_EXERCISE BRIEF_
From the first line of the records below through the line containing "font-size:14px; color:#785448; font-weight:700", copy everything exactly and nothing more.

DATA TO EXAMINE Start Marker

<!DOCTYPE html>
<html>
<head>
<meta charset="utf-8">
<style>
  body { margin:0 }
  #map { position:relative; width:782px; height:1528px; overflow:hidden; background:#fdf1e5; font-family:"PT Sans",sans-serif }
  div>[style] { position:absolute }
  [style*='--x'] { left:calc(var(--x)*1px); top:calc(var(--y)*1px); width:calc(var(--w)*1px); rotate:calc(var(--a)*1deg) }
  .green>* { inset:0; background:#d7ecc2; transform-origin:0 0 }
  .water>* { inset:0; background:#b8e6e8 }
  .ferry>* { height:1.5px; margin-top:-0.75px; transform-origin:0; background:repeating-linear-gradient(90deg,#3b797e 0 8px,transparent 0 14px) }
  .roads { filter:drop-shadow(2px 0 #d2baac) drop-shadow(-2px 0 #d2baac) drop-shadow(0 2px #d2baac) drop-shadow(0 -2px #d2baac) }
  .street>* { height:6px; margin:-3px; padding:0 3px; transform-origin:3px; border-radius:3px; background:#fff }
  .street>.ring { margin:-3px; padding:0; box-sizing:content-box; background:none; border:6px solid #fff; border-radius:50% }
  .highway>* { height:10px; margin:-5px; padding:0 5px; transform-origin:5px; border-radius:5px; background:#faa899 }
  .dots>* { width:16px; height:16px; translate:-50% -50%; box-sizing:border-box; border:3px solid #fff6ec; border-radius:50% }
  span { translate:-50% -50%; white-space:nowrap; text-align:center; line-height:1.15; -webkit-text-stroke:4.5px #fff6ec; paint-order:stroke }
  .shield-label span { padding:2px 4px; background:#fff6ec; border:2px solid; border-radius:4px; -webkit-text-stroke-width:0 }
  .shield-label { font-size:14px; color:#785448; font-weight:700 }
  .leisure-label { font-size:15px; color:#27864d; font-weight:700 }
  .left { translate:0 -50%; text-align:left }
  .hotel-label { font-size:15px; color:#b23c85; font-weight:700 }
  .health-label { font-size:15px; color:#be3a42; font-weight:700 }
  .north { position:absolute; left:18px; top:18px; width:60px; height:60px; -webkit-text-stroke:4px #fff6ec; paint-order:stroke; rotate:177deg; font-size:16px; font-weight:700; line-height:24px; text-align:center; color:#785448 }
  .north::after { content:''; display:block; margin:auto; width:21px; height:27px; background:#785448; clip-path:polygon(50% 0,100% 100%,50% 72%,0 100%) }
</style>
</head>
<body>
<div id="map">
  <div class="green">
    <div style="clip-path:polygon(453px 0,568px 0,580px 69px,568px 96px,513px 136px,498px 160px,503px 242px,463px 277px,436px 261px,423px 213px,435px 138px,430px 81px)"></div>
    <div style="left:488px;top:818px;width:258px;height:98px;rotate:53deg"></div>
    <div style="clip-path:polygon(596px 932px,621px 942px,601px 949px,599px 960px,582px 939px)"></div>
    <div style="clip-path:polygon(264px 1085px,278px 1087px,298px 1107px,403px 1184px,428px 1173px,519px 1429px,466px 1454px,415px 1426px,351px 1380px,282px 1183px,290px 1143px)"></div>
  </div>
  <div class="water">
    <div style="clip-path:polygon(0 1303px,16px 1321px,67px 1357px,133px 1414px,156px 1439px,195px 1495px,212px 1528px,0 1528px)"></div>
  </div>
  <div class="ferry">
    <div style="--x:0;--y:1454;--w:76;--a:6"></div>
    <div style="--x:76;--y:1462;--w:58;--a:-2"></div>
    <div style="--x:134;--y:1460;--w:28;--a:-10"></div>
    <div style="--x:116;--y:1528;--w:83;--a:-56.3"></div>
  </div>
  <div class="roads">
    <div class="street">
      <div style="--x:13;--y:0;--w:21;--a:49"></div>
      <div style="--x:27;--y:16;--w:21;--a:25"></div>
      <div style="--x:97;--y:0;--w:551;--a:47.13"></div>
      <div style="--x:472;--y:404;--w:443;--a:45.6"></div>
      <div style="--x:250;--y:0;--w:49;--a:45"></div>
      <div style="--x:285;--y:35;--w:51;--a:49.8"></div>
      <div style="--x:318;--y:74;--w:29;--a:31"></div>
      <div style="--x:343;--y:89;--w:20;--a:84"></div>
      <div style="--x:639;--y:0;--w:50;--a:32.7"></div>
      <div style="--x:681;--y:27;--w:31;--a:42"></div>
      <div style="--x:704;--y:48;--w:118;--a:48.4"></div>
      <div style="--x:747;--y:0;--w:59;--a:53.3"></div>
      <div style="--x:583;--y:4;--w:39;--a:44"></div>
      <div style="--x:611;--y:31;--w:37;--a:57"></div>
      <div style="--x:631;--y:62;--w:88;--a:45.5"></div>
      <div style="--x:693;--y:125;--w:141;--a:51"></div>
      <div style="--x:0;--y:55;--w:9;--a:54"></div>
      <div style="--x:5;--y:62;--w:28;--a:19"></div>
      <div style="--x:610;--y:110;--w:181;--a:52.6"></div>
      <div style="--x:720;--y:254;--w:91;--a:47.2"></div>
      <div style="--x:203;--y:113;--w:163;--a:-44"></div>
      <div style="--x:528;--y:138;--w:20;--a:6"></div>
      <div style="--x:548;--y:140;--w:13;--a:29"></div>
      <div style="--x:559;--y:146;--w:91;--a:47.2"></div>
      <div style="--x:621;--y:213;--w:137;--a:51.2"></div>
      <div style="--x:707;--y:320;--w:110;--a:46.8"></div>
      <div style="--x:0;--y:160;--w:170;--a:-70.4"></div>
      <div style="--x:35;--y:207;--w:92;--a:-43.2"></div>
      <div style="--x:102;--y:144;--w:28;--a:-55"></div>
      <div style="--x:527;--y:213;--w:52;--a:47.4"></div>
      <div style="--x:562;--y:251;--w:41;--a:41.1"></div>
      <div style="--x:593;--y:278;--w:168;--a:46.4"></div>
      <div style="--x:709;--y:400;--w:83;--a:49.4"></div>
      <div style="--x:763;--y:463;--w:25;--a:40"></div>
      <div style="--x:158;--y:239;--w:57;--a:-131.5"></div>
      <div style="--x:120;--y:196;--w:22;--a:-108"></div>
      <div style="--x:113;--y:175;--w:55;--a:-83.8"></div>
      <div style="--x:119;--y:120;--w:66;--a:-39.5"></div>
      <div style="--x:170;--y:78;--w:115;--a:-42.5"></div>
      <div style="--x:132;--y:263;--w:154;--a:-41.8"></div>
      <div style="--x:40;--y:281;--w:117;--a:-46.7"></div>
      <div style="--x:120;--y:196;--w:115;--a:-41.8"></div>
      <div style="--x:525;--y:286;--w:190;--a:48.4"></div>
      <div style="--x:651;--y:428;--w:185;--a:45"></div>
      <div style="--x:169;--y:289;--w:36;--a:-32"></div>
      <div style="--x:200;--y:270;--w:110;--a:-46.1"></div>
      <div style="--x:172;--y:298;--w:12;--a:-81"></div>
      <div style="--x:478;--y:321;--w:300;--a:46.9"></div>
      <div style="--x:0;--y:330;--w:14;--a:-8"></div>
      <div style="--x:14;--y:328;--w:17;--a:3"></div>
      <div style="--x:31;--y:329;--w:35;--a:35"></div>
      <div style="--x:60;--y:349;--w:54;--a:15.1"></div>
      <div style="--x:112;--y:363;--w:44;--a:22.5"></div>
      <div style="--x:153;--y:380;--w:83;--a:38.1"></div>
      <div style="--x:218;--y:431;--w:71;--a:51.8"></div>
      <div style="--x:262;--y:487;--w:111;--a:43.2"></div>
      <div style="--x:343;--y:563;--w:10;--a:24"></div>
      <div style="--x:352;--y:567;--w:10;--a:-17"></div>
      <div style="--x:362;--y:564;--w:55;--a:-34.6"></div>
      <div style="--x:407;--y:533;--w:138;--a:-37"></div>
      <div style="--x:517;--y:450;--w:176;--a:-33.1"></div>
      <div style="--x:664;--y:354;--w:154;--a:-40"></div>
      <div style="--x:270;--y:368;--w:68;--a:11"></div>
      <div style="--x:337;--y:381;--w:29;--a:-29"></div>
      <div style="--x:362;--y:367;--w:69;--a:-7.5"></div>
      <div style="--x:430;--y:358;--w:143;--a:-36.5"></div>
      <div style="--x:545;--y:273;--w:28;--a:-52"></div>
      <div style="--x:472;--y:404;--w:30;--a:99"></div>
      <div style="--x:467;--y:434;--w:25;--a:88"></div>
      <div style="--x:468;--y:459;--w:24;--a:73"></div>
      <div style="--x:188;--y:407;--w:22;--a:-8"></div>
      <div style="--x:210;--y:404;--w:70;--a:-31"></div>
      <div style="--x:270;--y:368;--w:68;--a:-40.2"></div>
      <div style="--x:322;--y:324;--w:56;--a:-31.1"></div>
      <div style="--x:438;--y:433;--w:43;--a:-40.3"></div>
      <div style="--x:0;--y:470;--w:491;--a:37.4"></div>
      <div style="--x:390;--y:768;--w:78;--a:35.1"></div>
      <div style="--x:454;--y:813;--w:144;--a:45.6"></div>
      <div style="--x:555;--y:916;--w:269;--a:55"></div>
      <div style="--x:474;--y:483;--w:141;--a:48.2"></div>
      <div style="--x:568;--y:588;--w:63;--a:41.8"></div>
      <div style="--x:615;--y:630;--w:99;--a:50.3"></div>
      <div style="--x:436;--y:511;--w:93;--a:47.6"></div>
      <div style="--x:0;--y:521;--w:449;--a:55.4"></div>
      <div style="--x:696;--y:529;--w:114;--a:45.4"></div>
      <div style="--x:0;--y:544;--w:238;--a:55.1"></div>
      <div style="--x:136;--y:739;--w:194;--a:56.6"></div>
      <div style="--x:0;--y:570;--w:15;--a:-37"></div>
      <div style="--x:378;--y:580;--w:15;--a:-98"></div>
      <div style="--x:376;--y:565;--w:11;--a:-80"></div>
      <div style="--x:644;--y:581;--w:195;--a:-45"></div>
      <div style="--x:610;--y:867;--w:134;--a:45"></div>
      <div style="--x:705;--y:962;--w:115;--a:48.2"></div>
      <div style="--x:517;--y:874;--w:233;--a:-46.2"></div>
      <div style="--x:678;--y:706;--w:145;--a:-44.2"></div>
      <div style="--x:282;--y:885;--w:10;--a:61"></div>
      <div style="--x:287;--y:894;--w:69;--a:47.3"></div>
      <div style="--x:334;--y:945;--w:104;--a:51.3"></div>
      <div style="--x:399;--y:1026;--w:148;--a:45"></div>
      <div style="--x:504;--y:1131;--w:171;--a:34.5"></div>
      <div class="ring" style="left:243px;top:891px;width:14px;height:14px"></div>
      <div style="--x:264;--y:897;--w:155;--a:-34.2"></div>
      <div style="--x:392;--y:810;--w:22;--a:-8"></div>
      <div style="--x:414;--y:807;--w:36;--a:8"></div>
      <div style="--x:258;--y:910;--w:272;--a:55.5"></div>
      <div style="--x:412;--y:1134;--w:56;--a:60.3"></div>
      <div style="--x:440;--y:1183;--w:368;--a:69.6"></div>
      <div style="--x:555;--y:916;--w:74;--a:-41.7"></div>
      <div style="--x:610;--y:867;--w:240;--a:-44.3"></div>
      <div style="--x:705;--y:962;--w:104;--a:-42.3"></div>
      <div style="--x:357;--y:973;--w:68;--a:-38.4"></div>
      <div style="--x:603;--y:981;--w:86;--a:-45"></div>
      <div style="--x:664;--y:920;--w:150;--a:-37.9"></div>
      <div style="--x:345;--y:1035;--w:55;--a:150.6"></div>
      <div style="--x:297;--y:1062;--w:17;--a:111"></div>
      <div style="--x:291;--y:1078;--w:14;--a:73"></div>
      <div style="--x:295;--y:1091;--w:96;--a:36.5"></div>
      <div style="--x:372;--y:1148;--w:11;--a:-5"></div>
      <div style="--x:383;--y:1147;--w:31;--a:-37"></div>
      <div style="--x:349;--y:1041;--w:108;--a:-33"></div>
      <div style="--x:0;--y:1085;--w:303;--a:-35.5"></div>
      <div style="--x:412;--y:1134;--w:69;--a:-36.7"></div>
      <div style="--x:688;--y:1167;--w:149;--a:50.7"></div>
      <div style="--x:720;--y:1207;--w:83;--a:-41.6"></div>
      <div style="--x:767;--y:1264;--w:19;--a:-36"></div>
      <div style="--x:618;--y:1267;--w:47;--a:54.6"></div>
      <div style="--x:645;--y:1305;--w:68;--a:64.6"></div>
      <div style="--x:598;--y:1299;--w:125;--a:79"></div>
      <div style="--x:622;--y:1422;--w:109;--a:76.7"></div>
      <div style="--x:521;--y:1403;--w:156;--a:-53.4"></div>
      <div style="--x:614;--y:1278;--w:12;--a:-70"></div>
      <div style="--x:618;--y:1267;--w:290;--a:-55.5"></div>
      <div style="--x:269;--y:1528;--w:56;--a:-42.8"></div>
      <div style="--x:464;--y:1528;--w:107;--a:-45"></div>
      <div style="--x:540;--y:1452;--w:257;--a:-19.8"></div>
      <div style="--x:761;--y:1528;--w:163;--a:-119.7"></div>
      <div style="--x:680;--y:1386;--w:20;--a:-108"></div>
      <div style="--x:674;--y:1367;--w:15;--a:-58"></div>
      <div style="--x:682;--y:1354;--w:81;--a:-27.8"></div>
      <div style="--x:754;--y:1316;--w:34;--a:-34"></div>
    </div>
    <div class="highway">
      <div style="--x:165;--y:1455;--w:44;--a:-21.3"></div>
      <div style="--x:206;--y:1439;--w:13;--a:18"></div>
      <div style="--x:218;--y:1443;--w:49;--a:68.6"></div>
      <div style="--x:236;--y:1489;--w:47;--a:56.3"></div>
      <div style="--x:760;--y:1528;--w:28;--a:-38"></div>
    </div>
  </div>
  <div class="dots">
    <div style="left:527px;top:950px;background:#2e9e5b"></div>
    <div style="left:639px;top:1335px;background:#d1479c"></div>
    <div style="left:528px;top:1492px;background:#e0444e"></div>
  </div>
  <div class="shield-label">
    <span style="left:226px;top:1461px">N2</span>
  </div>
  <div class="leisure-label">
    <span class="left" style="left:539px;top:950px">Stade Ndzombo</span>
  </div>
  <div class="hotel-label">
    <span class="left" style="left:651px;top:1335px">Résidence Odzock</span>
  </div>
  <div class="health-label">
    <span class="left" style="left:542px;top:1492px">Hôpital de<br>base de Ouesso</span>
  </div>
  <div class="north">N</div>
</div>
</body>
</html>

DATA TO EXAMINE End Marker

_OUTPUT_
<!DOCTYPE html>
<html>
<head>
<meta charset="utf-8">
<style>
  body { margin:0 }
  #map { position:relative; width:782px; height:1528px; overflow:hidden; background:#fdf1e5; font-family:"PT Sans",sans-serif }
  div>[style] { position:absolute }
  [style*='--x'] { left:calc(var(--x)*1px); top:calc(var(--y)*1px); width:calc(var(--w)*1px); rotate:calc(var(--a)*1deg) }
  .green>* { inset:0; background:#d7ecc2; transform-origin:0 0 }
  .water>* { inset:0; background:#b8e6e8 }
  .ferry>* { height:1.5px; margin-top:-0.75px; transform-origin:0; background:repeating-linear-gradient(90deg,#3b797e 0 8px,transparent 0 14px) }
  .roads { filter:drop-shadow(2px 0 #d2baac) drop-shadow(-2px 0 #d2baac) drop-shadow(0 2px #d2baac) drop-shadow(0 -2px #d2baac) }
  .street>* { height:6px; margin:-3px; padding:0 3px; transform-origin:3px; border-radius:3px; background:#fff }
  .street>.ring { margin:-3px; padding:0; box-sizing:content-box; background:none; border:6px solid #fff; border-radius:50% }
  .highway>* { height:10px; margin:-5px; padding:0 5px; transform-origin:5px; border-radius:5px; background:#faa899 }
  .dots>* { width:16px; height:16px; translate:-50% -50%; box-sizing:border-box; border:3px solid #fff6ec; border-radius:50% }
  span { translate:-50% -50%; white-space:nowrap; text-align:center; line-height:1.15; -webkit-text-stroke:4.5px #fff6ec; paint-order:stroke }
  .shield-label span { padding:2px 4px; background:#fff6ec; border:2px solid; border-radius:4px; -webkit-text-stroke-width:0 }
  .shield-label { font-size:14px; color:#785448; font-weight:700 }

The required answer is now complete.